Costa, like others working on drug treatments, fears that the imminent approval of those tests might undercut support for treatment research, and even raises the possibility that children like Tyche will be among the last of a generation to be born with Down syndrome.
“It’s like we’re in a race against the people who are promoting those early screening methods,” Costa, who is 48, told me. “These tests are going to be quite accessible. At that point, one would expect a precipitous drop in the rate of birth of children with Down syndrome. If we’re not quick enough to offer alternatives, this field might collapse.”

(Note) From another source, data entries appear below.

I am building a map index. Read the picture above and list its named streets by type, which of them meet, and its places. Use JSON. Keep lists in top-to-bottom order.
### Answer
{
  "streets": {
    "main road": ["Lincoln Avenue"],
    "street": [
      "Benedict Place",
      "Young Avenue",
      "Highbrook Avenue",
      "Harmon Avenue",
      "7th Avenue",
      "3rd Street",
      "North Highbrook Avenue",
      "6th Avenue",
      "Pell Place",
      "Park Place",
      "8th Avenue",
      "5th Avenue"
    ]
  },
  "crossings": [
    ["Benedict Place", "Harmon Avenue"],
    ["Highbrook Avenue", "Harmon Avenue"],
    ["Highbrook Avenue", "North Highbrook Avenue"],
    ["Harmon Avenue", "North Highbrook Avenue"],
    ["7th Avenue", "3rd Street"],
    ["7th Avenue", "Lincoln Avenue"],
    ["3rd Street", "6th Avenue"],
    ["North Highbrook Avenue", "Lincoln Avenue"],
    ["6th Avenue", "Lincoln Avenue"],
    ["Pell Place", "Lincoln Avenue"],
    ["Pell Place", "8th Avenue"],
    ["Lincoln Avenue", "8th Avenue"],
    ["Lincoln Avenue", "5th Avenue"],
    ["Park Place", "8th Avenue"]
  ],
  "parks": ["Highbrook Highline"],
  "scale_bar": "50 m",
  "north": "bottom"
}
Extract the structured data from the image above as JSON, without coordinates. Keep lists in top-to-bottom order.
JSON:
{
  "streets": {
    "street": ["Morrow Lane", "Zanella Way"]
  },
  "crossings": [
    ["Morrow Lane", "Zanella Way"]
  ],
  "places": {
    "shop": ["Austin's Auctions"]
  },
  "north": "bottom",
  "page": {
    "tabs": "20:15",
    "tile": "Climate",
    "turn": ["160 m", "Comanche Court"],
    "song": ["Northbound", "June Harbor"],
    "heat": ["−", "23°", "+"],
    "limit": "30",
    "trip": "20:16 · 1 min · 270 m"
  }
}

Dr. Costa should not have to live with that fear! Knowledge about a child with Down syndrome in the womb is not the problem; our response to information most certainly is. But a documented 90% rate of abortion when unborn children are found to have Down syndrome is good reason for Dr. Costa to fear.
Even more chilling, he believes that funding for research into treatment options for Down syndrome is limited because new prenatal diagnostic options will soon be available:
But Costa points to a falloff in the financing of Down-syndrome research since the prenatal tests have been in development. Although it’s difficult to compare the numbers, money from the National Institutes of Health dropped to $16 million in 2007 from $23 million in 2003, before creeping back up to $22 million in 2011. That’s far less than the $68 million slated for cystic fibrosis, which affects an estimated 30,000 people in the United States, at most one-tenth of the 300,000 to 400,000 people who have Down.
“The geneticists expect Down syndrome to disappear,” Costa says, “so why fund treatments?”
I don’t know if his assertion is correct or not. It is possible that this area of research isn’t that highly regarded, or that other areas of research are considered of higher priority. There are always multiple reasons for why certain things are funded and others are not.
But I fear he could be right. After all, why fund research if eventually there aren’t any more people living with Down syndrome?
God’s church, however, can stand against this slaughter and denigration of people with Down syndrome. Just Tuesday I heard a dad announce that his baby with Down syndrome is expected in three weeks. It was the strong pro-life stand of his church that gave him the conviction that he should and would welcome this baby into his family.
May every church and all of God’s people rise and do the same!